Tested through 20, 000 full charge/discharge cycles.
Now would that make a GREAT homepower battery????
Plus the chemistry allows for massive power flows in AND out,great for high loads too.

They say the costs are comparable to any other Lithium Ion battery.

Dont think the car will make it,even the big auto makers have had to merge and consolidate.Now if THEY made it......

But even beyond cars,what fine battery tech.

BooBoo :gromit:


----------



## mightybooboo (Feb 10, 2004)

I agree Paul,this new battery tech is really exciting.Nanotech reaching batteries,and cool to see nanotech coming into the real world,going to change a lot of things.

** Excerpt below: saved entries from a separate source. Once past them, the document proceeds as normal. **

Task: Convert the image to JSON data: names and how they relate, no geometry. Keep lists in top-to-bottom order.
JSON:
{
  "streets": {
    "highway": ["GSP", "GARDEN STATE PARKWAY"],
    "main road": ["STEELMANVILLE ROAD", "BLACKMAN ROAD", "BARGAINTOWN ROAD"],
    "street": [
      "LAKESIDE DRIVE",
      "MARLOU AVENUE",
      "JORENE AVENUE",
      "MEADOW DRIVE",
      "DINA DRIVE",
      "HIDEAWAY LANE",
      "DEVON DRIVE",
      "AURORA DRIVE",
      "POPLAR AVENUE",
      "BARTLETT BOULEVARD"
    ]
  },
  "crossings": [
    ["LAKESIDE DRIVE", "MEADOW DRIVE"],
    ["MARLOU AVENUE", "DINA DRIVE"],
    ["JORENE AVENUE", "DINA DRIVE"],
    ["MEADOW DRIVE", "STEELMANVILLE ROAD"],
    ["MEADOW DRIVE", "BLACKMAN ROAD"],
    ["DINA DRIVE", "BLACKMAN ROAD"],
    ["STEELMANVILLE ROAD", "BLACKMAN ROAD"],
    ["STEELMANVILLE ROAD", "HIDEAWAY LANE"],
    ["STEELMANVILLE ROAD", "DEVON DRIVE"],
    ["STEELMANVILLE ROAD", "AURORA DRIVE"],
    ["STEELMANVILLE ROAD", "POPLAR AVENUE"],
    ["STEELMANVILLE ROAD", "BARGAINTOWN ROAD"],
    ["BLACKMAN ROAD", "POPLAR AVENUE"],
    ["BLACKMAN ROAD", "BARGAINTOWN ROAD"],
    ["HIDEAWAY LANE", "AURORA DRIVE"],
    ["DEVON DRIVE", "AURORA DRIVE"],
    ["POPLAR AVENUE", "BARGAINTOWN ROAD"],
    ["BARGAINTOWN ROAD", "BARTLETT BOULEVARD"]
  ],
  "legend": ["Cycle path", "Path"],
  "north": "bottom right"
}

Nice to see the tech flow into batteries,it seems its been such a neglected field.

What if this tech replaces lead acid batteries,on that scale we would surely see unit costs decline.Wonder if this tech is really for real? I would love that longevity offgrid.

Oh,the vehicles they are using are just production vehicles from Asia,with ICE stripped out.

BooBoo :gromit:


----------



## idahodave (Jan 20, 2005)

First batteries (35kwh) were only $75,000 each.....it may take a while to get the price down so that you could afford to use them.


----------



## mightybooboo (Feb 10, 2004)

idahodave said:


> First batteries (35kwh) were only $75,000 each.....it may take a while to get the price down so that you could afford to use them.


Dave ,arent you offgrid? Any idea how many Kwh you have? 

I have 1600 amp/hrs at 12 volts,can anyone convert that to Kwh for me,its 8 L-16 HC trojans.

BooBoo :gromit:


----------



## beowoulf90 (Jan 13, 2004)

Now this is getting better. I like the 10 min. charge time, but don't like the industrial 480 volts(it hurts, literally) to do it.... If they keep it up we will have a reliable EV-truck on the market in 5 to 10 years... I didn't see what the weight capacity was on the truck other than being able to carry 5 people. That will have to be the next step a EV-truck with the capacity to work on the farm.. I hope they figure it out.. I also like that it's a private Company and not some government (waste....) program/ mandate.


----------



## idahodave (Jan 20, 2005)

1600 amp hours at 12 v is 19.2Kwh..might be better to use 13v for calculations or about 21Kwh total.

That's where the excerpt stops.